Sizeof operator with variable-length array type

Question

According to cppreference:

If the type of expression is a variable-length array type, expression is evaluated and the size of the array it evaluates to is calculated at run time.

It means: if the type of expression is a VLA type, then expression is evaluated. For example:

#include <stdio.h>

int main() {
    int i = 0;
    int a[i];
    printf("%zu\n",sizeof(a[i++]));
    printf("%d\n",i); // Here, print 0 instead of 1
    return 0;
}

So, according to the reference, here i becomes 1. But, with my GCC compiler, i prints as 0.

See Wandbox Demo.

Answer 1

First of all, please note that an array cannot have size zero, be it a VLA or not. So your code invokes undefined behavior.

C11 6.7.6.2/5

"If the size is an expression that is not an integer constant expression:" /--/ "...each time it is evaluated it shall have a value greater than zero."

---

As for the actual problem, a[i++] is of type int, not of VLA type.

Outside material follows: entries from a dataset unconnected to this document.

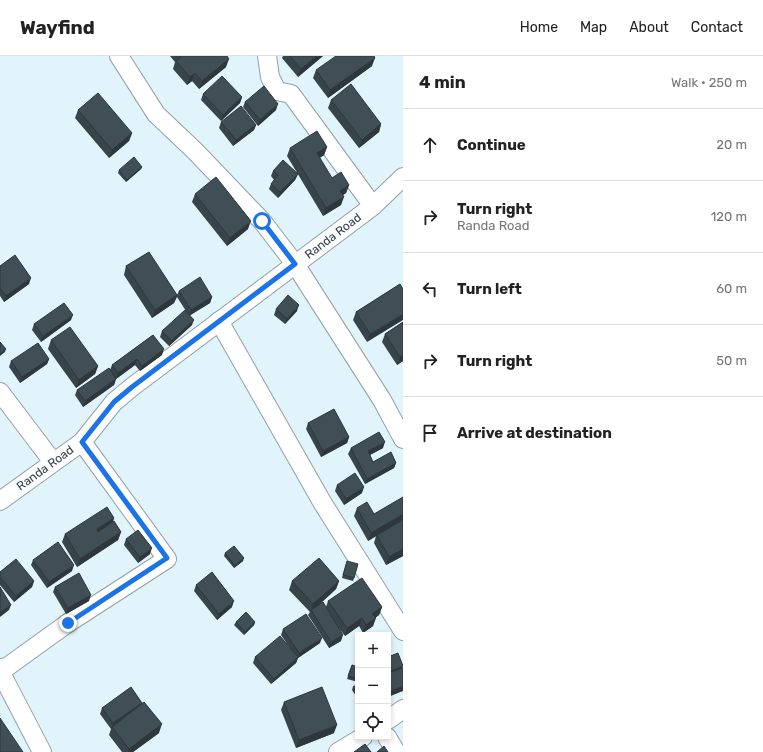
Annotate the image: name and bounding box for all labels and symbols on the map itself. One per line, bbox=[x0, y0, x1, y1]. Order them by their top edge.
street label: Randa Road bbox=[302, 210, 364, 262]
route start bbox=[253, 212, 271, 230]
street label: Randa Road bbox=[14, 443, 76, 493]
route end bbox=[59, 614, 77, 632]

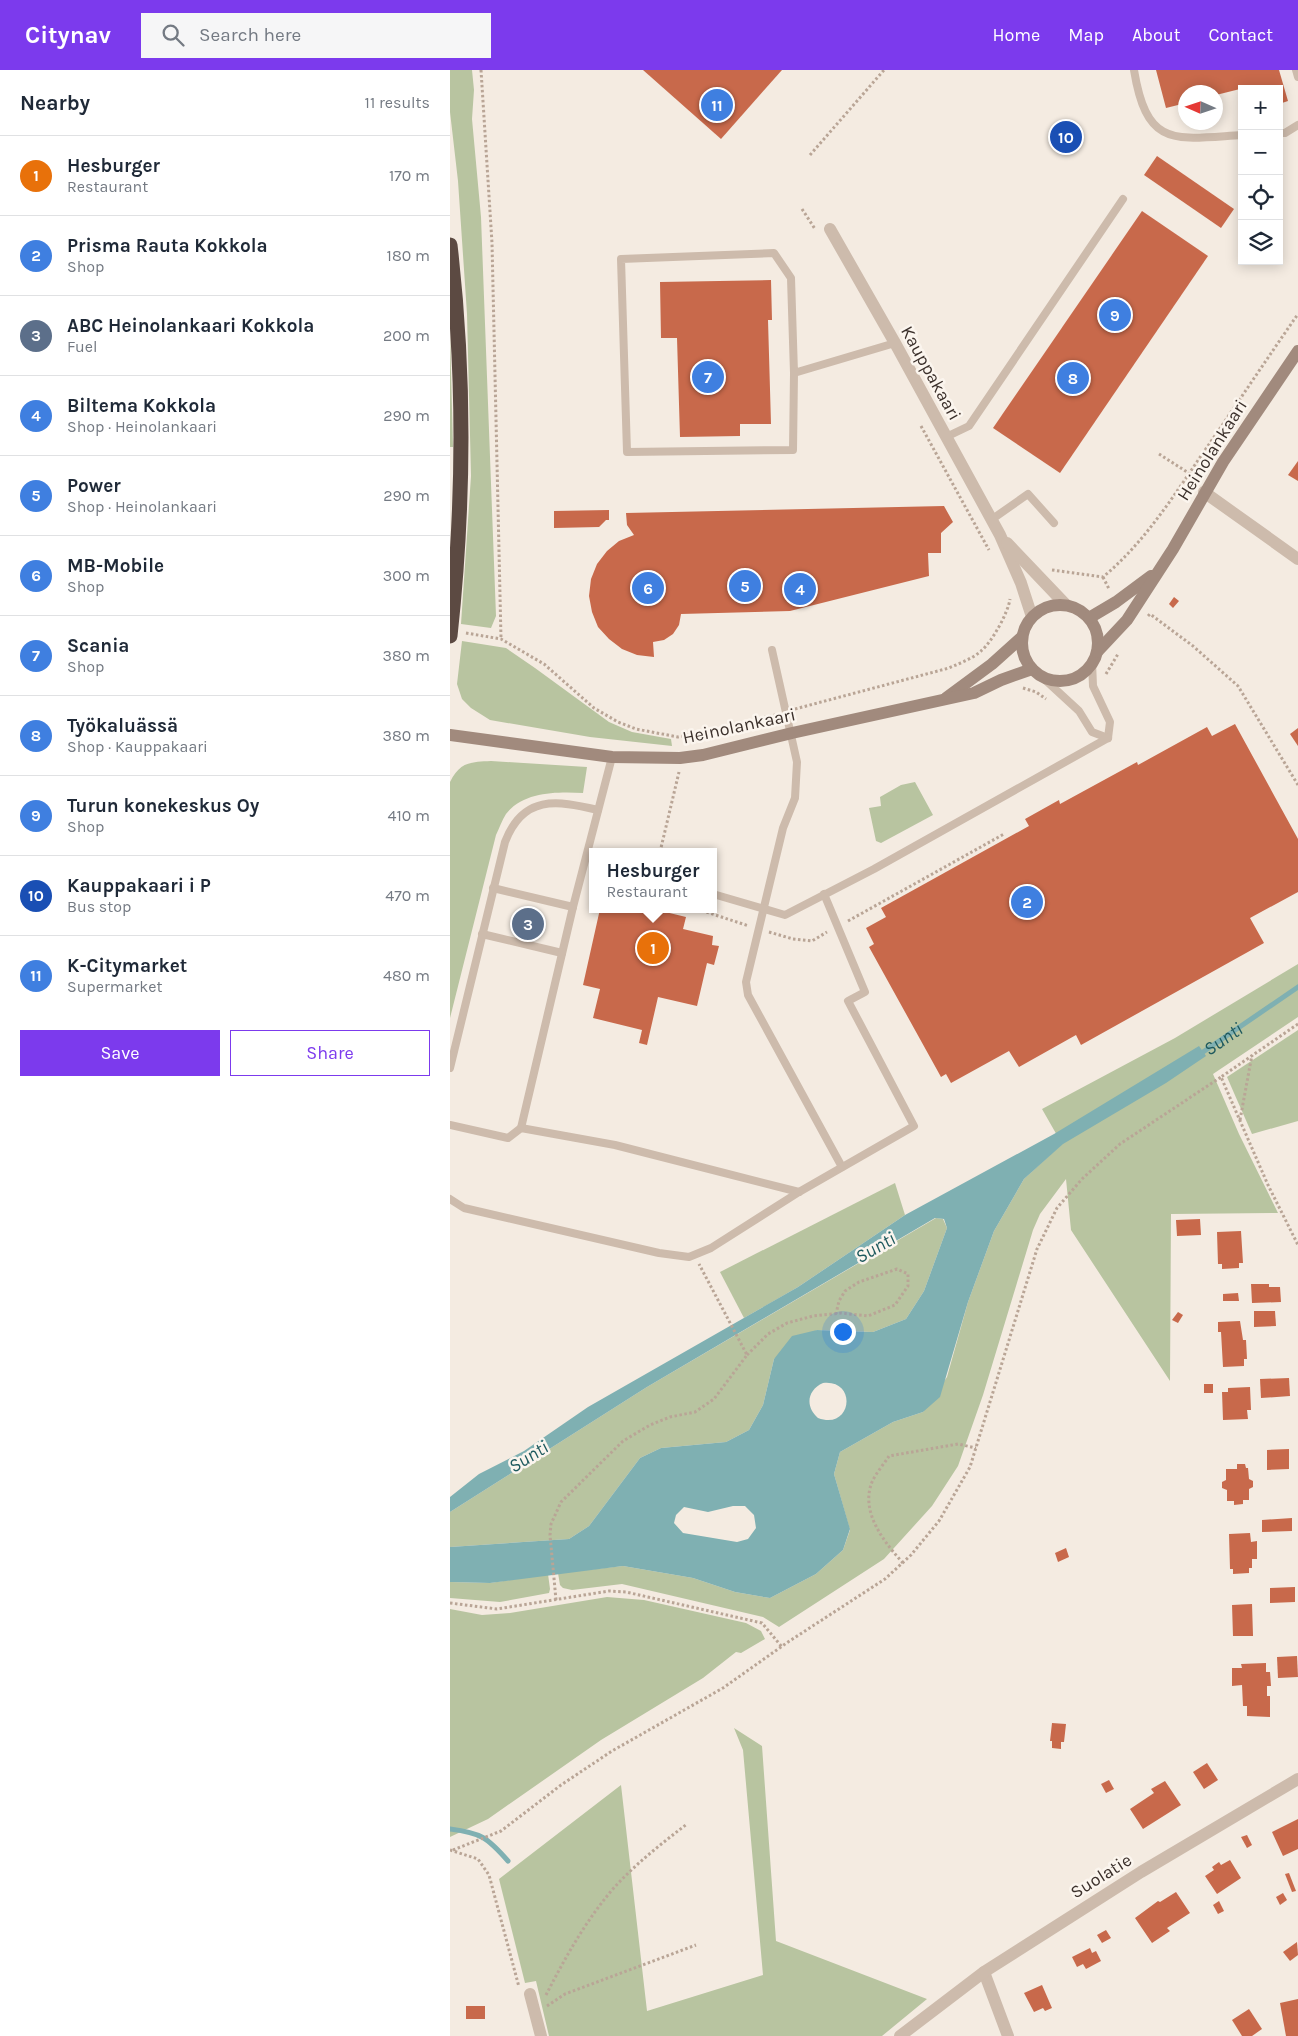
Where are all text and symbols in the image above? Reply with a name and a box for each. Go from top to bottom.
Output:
search box [141,13,491,58]
text: Citynav [25,21,111,49]
icon: search [159,21,187,49]
text: Search here [199,24,301,46]
text: Home [992,24,1040,46]
text: Map [1068,24,1104,46]
text: About [1132,24,1181,46]
text: Contact [1209,24,1273,46]
north arrow [1178,85,1223,130]
map controls [1238,85,1283,265]
button: + [1238,85,1283,130]
pin: 11 [701,86,733,124]
text: Nearby [20,91,90,115]
text: 11 results [365,93,430,112]
pin: 10 [1050,118,1082,156]
button: − [1238,130,1283,175]
text: Hesburger [67,155,160,177]
text: 1 [33,166,39,185]
text: 170 m [389,166,430,185]
button: locate [1238,175,1283,220]
text: Restaurant [67,177,148,196]
button: layers [1238,220,1283,265]
text: Prisma Rauta Kokkola [67,235,268,257]
text: 2 [31,246,41,265]
text: 180 m [387,246,430,265]
text: Shop [67,257,104,276]
pin: 9 [1099,296,1131,334]
text: ABC Heinolankaari Kokkola [67,315,314,337]
street label: Kauppakaari [896,322,966,424]
text: 3 [31,326,41,345]
text: 200 m [383,326,430,345]
text: Fuel [67,337,97,356]
pin: 7 [692,358,724,396]
pin: 8 [1057,359,1089,397]
text: Biltema Kokkola [67,395,216,417]
street label: Heinolankaari [1172,395,1252,505]
text: 4 [31,406,41,425]
text: 290 m [383,406,430,425]
text: Shop · Heinolankaari [67,417,217,436]
text: Power [67,475,121,497]
text: 5 [31,486,41,505]
text: 290 m [383,486,430,505]
text: Shop · Heinolankaari [67,497,217,516]
text: MB-Mobile [67,555,164,577]
text: 6 [31,566,41,585]
text: 300 m [383,566,430,585]
pin: 5 [729,567,761,605]
pin: 6 [632,569,664,607]
pin: 4 [784,570,816,608]
text: Shop [67,577,104,596]
text: Scania [67,635,129,657]
text: 7 [32,646,40,665]
text: 380 m [382,646,430,665]
text: Shop [67,657,104,676]
street label: Heinolankaari [680,703,798,749]
text: Työkaluässä [67,715,178,737]
text: 8 [31,726,41,745]
text: 380 m [382,726,430,745]
text: Shop · Kauppakaari [67,737,208,756]
text: Turun konekeskus Oy [67,795,259,817]
text: 9 [31,806,41,825]
text: 410 m [388,806,430,825]
text: Shop [67,817,104,836]
popup [589,848,717,913]
text: Hesburger [607,860,699,882]
text: Kauppakaari i P [67,875,211,897]
text: Restaurant [607,882,688,901]
pin: 2 [1011,883,1043,921]
text: 10 [28,886,44,905]
text: 470 m [385,886,430,905]
text: Bus stop [67,897,131,916]
pin: 3 [512,905,544,943]
pin: 1 [637,929,669,967]
text: K-Citymarket [67,955,187,977]
text: 11 [30,966,42,985]
text: 480 m [383,966,430,985]
text: Supermarket [67,977,163,996]
water label: Sunti [1200,1018,1247,1060]
button: Save [20,1030,220,1076]
button: Share [230,1030,430,1076]
water label: Sunti [852,1228,899,1268]
your location [830,1319,856,1345]
water label: Sunti [505,1436,552,1477]
street label: Suolatie [1066,1849,1136,1903]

In order to get the side-effect, you must involve the VLA array type itself, such as sizeof(a). Only then is the operand evaluated for side effects. One example to illustrate this:

#include <stdio.h>

int main() {
    int i=1, j=1;
    int a[i][j];
    int b[1][1];

    (void) sizeof(a[--i]);
    (void) sizeof(b[--j]);
    printf("%d %d", i, j);

    return 0;
}

Here i ends up as 0 since the first sizeof is evaluated because of the VLA, but j remains 1 because --j was part of a sizeof for a regular array.